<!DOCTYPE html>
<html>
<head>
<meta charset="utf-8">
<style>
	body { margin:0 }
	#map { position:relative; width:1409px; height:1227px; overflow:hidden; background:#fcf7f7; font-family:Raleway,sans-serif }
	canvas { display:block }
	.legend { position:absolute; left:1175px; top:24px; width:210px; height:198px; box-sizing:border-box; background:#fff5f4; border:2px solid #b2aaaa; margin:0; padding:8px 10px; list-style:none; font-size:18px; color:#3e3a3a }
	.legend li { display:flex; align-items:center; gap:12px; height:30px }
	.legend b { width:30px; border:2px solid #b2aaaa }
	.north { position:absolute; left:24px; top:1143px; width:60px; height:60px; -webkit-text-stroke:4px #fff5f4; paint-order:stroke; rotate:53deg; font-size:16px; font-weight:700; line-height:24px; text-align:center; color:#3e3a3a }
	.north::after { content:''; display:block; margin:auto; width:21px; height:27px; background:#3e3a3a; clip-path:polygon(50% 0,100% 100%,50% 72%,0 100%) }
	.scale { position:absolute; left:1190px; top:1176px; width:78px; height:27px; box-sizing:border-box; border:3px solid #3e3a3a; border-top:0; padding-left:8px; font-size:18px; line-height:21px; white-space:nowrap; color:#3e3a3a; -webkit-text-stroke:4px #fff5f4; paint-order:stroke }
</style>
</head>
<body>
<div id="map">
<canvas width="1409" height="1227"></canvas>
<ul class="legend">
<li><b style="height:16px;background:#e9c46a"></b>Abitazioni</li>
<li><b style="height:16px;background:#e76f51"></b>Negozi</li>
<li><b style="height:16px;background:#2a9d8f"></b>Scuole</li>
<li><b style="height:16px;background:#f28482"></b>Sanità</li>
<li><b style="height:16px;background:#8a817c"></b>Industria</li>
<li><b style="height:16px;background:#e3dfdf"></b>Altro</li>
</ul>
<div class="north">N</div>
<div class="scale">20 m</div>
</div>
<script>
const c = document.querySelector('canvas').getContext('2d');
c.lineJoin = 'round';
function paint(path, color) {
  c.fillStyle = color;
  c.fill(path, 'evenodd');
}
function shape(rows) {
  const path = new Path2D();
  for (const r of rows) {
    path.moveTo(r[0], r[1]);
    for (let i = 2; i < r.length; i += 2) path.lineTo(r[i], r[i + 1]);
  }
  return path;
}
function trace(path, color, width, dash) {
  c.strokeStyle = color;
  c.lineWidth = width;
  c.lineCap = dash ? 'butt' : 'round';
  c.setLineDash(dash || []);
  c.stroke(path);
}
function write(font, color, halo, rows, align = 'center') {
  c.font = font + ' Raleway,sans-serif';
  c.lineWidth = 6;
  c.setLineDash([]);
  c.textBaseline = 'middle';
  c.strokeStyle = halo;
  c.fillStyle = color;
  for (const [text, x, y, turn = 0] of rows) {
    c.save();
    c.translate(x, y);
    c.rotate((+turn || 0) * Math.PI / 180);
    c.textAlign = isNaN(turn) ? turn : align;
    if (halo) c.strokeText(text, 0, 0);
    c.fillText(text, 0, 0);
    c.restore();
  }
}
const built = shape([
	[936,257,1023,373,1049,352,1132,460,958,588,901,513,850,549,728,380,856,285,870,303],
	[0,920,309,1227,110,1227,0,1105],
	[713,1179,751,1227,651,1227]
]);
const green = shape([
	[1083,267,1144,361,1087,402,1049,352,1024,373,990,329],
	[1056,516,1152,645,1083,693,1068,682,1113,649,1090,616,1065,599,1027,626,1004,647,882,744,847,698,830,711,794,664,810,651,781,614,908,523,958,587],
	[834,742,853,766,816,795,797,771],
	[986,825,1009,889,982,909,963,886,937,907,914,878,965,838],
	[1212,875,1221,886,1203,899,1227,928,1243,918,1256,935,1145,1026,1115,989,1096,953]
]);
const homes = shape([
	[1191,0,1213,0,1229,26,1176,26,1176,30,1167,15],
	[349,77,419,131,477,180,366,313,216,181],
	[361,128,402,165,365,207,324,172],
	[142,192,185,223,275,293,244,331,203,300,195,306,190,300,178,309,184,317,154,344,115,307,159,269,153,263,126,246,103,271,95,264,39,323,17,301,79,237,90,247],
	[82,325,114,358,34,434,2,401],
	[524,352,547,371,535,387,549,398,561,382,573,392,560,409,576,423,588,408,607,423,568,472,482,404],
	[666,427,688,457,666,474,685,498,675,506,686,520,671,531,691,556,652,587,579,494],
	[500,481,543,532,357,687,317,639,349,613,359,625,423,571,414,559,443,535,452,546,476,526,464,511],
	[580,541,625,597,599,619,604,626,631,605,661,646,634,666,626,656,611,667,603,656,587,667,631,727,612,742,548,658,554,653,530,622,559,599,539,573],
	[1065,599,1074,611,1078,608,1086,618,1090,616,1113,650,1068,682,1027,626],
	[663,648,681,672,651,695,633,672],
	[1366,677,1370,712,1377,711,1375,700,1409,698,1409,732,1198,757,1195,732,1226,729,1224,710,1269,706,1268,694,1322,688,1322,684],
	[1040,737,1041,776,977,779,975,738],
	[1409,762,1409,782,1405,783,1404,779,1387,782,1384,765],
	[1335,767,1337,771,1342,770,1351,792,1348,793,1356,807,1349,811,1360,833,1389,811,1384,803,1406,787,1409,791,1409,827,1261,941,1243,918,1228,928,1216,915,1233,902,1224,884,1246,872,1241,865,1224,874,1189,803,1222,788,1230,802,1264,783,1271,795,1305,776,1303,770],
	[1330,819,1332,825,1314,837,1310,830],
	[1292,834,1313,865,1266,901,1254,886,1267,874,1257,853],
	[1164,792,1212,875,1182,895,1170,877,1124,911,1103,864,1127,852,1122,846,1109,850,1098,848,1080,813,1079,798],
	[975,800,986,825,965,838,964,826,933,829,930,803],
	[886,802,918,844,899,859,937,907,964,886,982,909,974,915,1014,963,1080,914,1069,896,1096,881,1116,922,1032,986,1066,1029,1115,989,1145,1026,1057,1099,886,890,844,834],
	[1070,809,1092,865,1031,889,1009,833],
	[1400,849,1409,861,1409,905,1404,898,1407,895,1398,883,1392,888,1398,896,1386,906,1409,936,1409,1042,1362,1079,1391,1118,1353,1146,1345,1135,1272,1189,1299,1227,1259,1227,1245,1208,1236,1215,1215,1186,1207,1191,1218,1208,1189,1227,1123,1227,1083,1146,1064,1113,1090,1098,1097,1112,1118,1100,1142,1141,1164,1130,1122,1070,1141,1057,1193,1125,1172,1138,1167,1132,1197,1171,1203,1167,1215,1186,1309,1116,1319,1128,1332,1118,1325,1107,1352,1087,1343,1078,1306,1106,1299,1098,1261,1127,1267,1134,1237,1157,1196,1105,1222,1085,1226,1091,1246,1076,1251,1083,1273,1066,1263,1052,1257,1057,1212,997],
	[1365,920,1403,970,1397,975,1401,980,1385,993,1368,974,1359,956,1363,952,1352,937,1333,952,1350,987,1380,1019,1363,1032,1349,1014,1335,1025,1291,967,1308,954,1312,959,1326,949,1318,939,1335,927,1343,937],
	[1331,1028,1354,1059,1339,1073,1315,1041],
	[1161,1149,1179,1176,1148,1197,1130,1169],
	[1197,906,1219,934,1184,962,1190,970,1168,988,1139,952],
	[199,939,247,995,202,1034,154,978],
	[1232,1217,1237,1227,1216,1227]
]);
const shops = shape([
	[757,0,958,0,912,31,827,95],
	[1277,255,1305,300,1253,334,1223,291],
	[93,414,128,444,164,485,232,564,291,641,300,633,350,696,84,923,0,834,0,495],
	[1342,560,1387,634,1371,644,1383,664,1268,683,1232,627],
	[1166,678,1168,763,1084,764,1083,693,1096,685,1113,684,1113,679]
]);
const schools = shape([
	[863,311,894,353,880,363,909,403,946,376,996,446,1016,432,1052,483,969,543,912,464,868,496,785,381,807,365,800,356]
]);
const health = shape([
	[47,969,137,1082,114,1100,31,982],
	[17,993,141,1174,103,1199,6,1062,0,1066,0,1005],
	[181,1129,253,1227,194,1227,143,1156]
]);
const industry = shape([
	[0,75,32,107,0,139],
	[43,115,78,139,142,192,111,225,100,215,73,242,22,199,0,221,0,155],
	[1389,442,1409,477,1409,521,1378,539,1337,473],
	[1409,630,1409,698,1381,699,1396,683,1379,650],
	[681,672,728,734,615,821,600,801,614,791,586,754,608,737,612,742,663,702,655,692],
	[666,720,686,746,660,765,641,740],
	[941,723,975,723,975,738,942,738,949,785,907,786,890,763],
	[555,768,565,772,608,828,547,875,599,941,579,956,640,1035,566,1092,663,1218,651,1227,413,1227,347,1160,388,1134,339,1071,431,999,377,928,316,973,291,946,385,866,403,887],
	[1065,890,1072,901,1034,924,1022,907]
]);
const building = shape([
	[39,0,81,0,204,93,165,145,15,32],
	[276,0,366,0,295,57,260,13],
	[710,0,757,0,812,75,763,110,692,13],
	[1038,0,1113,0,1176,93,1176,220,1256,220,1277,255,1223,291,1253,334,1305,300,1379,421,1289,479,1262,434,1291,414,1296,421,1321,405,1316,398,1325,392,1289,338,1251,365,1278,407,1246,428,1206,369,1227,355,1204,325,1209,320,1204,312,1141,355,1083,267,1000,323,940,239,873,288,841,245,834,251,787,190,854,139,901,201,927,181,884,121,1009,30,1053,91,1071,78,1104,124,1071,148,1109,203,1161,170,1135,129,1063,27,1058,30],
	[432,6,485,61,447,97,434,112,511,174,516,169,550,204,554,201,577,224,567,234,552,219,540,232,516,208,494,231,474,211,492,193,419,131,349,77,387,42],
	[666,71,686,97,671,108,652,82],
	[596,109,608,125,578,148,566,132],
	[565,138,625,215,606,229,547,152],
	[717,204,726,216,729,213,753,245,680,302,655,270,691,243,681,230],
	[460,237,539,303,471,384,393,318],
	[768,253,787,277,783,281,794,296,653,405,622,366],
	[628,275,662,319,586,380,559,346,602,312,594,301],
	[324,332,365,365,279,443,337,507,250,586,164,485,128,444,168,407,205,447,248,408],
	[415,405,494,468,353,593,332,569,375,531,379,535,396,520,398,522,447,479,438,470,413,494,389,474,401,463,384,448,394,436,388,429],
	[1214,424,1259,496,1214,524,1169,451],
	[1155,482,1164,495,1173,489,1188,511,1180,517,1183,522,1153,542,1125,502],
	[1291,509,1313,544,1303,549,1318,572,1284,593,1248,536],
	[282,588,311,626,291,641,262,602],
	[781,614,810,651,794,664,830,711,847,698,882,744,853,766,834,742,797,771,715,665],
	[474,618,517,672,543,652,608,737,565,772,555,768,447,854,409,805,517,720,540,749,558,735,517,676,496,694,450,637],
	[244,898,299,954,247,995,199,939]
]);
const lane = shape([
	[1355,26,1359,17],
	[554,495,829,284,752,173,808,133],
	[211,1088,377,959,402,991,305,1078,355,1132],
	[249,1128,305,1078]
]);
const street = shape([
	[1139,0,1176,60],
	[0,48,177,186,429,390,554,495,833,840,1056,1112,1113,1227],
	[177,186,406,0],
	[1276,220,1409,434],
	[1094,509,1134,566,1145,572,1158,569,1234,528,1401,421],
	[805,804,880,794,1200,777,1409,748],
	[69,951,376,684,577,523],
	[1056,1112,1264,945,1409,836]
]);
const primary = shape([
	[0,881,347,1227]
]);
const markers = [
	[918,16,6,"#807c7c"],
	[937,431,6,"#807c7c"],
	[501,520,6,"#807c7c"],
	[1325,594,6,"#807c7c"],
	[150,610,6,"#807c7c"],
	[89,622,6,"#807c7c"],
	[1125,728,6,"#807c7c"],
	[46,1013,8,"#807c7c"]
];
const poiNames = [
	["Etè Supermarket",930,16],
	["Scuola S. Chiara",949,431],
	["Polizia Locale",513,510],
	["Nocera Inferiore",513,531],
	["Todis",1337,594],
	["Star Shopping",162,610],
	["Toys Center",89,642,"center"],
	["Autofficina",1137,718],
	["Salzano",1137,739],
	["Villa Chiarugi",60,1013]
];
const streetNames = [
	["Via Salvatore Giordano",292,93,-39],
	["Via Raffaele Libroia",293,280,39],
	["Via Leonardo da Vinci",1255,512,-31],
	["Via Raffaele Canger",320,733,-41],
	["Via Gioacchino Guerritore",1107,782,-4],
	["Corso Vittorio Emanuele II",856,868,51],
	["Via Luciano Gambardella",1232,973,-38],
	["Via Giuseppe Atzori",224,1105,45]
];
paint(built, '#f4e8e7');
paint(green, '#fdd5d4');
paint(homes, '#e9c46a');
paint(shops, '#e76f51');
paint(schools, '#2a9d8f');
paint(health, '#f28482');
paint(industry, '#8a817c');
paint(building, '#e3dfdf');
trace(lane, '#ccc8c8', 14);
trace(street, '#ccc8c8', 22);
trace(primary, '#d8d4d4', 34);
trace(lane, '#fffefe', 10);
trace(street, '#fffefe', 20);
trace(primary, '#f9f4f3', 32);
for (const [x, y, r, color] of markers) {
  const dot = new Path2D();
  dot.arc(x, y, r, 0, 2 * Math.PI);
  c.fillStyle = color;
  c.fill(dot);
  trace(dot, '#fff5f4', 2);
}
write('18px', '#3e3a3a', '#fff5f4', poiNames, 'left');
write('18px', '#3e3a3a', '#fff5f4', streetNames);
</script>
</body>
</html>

_ _ _

▸ **EXERCISE**
Repeat the entries above verbatim, but only from the line that has "display:flex; align-items:center; gap:12px;" down to the line that has "position:absolute; left:24px; top:1143px;", inclusive.

▸ **TASK SOLUTION**
	.legend li { display:flex; align-items:center; gap:12px; height:30px }
	.legend b { width:30px; border:2px solid #b2aaaa }
	.north { position:absolute; left:24px; top:1143px; width:60px; height:60px; -webkit-text-stroke:4px #fff5f4; paint-order:stroke; rotate:53deg; font-size:16px; font-weight:700; line-height:24px; text-align:center; color:#3e3a3a }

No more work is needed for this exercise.